Revenue Growth: LendingClub's remarkable performance in 3 months is evident. As of 30 September, 2025, the company achieved an impressive revenue growth rate of 31.88%. This signifies a substantial increase in the company's top-line earnings. As compared to competitors, the company surpassed expectations with a growth rate higher than the average among peers in the Financials sector.

Net Margin: The company's net margin is a standout performer, exceeding industry averages. With an impressive net margin of 16.63%, the company showcases strong profitability and effective cost control.

Return on Equity (ROE): The company's ROE is below industry benchmarks, signaling potential difficulties in efficiently using equity capital. With an ROE of 3.09%, the company may need to address challenges in generating satisfactory returns for shareholders.
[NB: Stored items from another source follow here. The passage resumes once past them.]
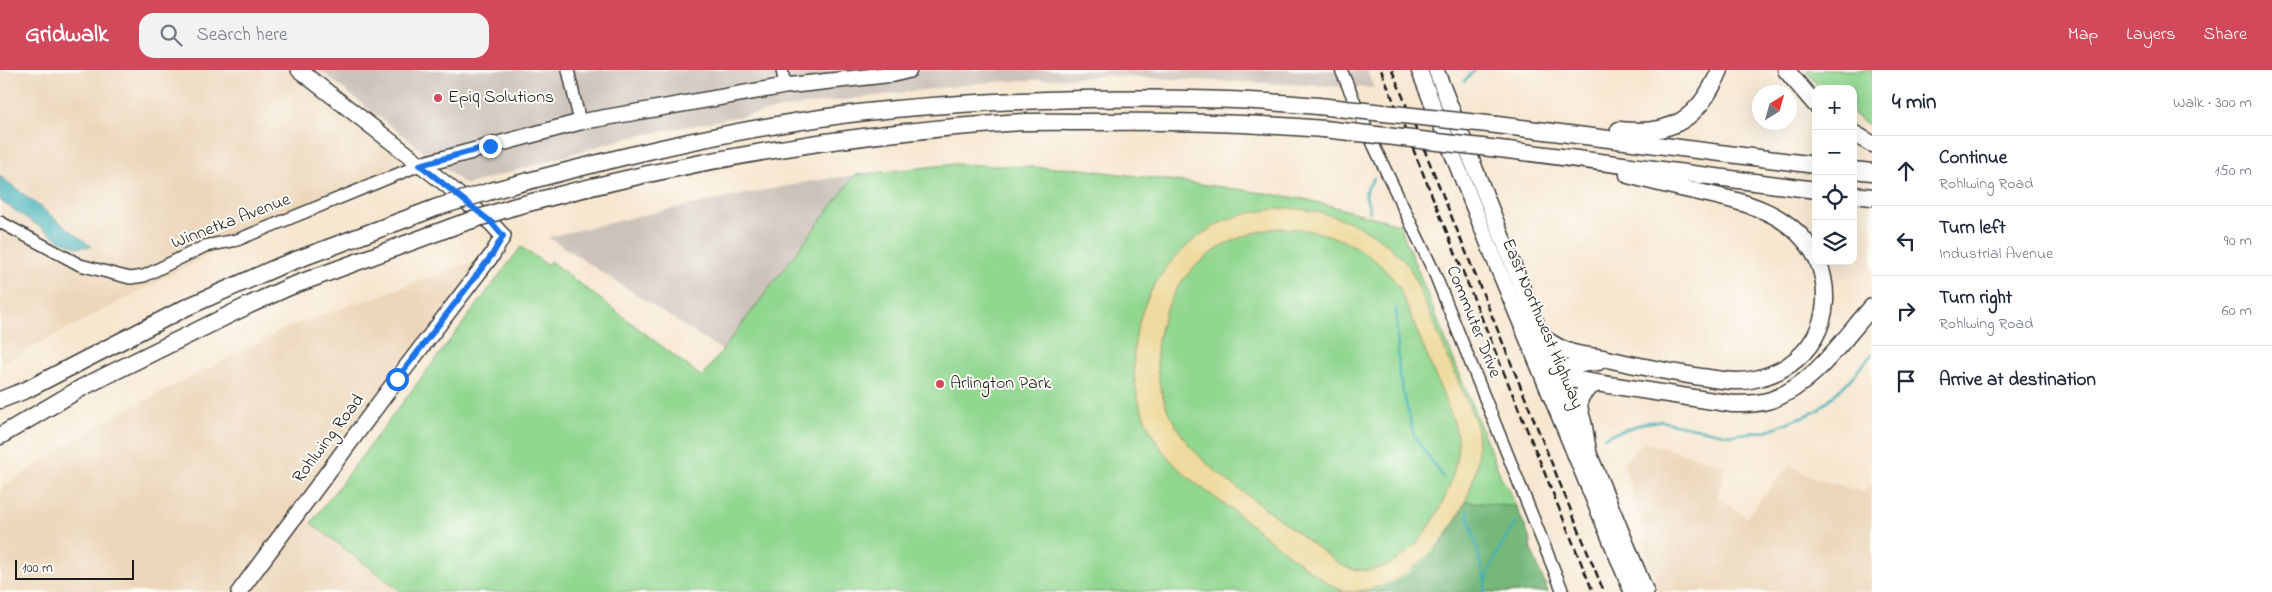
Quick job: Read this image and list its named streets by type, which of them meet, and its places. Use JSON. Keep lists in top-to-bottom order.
{
  "streets": {
    "main road": ["East Northwest Highway", "Rohlwing Road"],
    "street": ["Winnetka Avenue", "Commuter Drive"]
  },
  "crossings": [
    ["Winnetka Avenue", "Rohlwing Road"]
  ],
  "places": ["Epiq Solutions", "Arlington Park"],
  "scale_bar": "100 m",
  "north": "top right",
  "page": {
    "header": "Gridwalk",
    "search": "Search here",
    "nav": ["Map", "Layers", "Share"],
    "heading": ["4 min", "Walk · 300 m"],
    "map_buttons": ["+", "−"],
    "list": [
      ["Continue", "Rohlwing Road", "150 m"],
      ["Turn left", "Industrial Avenue", "90 m"],
      ["Turn right", "Rohlwing Road", "60 m"],
      "Arrive at destination"
    ],
    "scale": "100 m"
  }
}
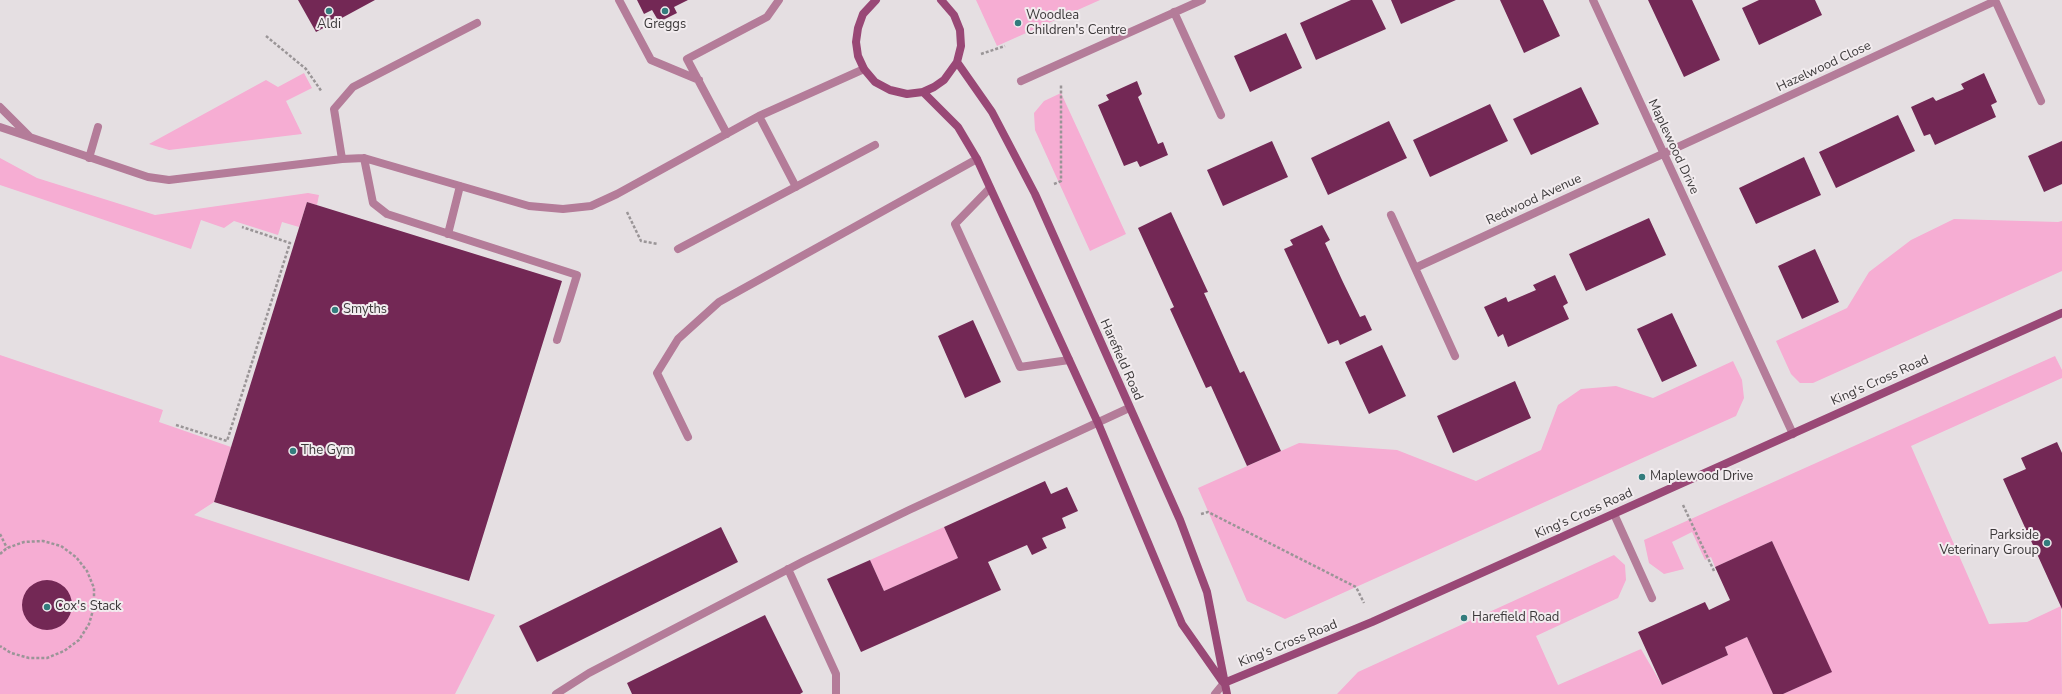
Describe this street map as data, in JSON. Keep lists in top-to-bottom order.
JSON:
{
  "streets": {
    "street": [
      "Hazelwood Close",
      "Maplewood Drive",
      "Redwood Avenue",
      "Harefield Road",
      "King's Cross Road"
    ]
  },
  "crossings": [
    ["Hazelwood Close", "Maplewood Drive"],
    ["Hazelwood Close", "Redwood Avenue"],
    ["Maplewood Drive", "Redwood Avenue"],
    ["Maplewood Drive", "King's Cross Road"],
    ["Harefield Road", "King's Cross Road"]
  ],
  "places": [
    "Aldi",
    "Greggs",
    "Woodlea Children's Centre",
    "Smyths",
    "The Gym",
    "Maplewood Drive",
    "Parkside Veterinary Group",
    "Cox's Stack",
    "Harefield Road"
  ]
}
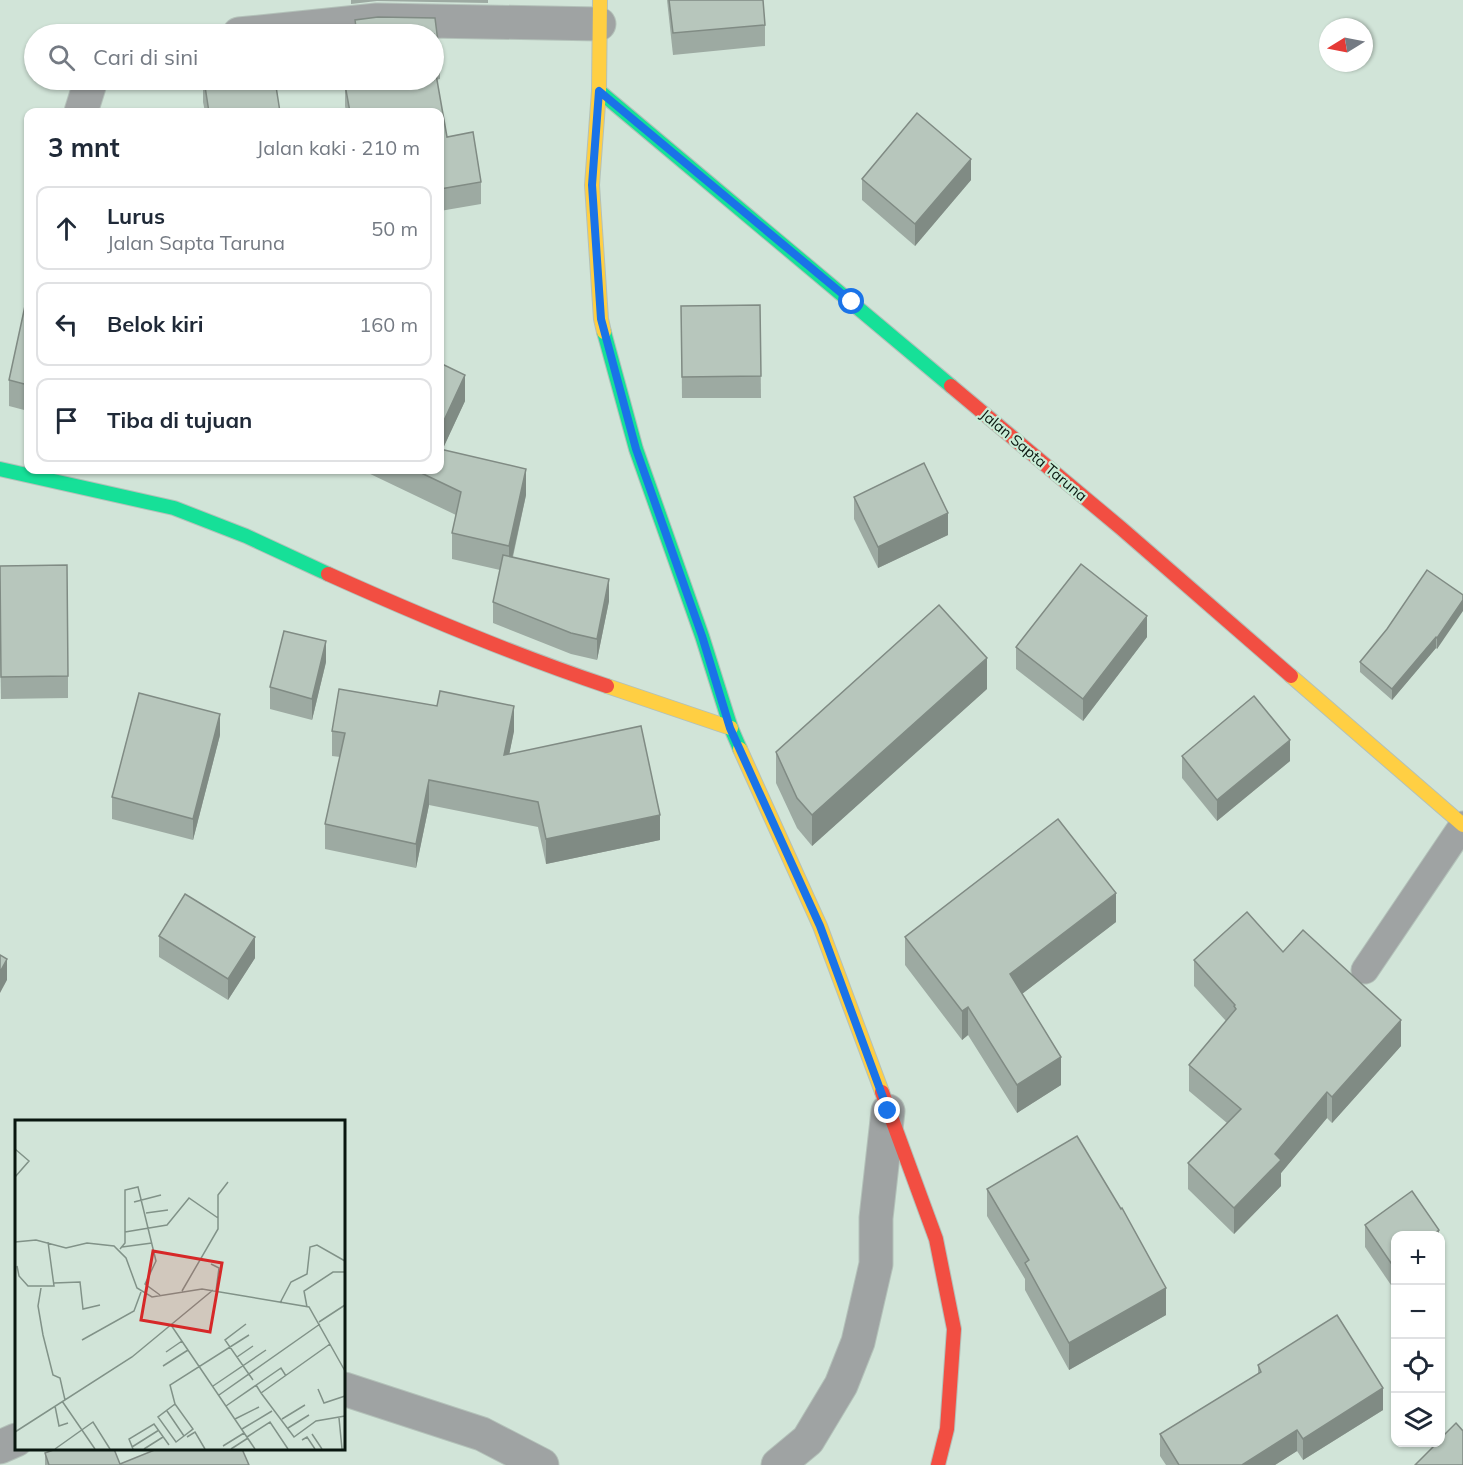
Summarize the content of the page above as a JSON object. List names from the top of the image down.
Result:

Return on Assets (ROA): LendingClub's ROA lags behind industry averages, suggesting challenges in maximizing returns from its assets. With an ROA of 0.41%, the company may face hurdles in achieving optimal financial performance.

Debt Management: With a below-average debt-to-equity ratio of 0.01, LendingClub adopts a prudent financial strategy, indicating a balanced approach to debt management.

To track all earnings releases for LendingClub visit their earnings calendar on our site.

This article was generated by Benzinga's automated content engine and reviewed by an editor.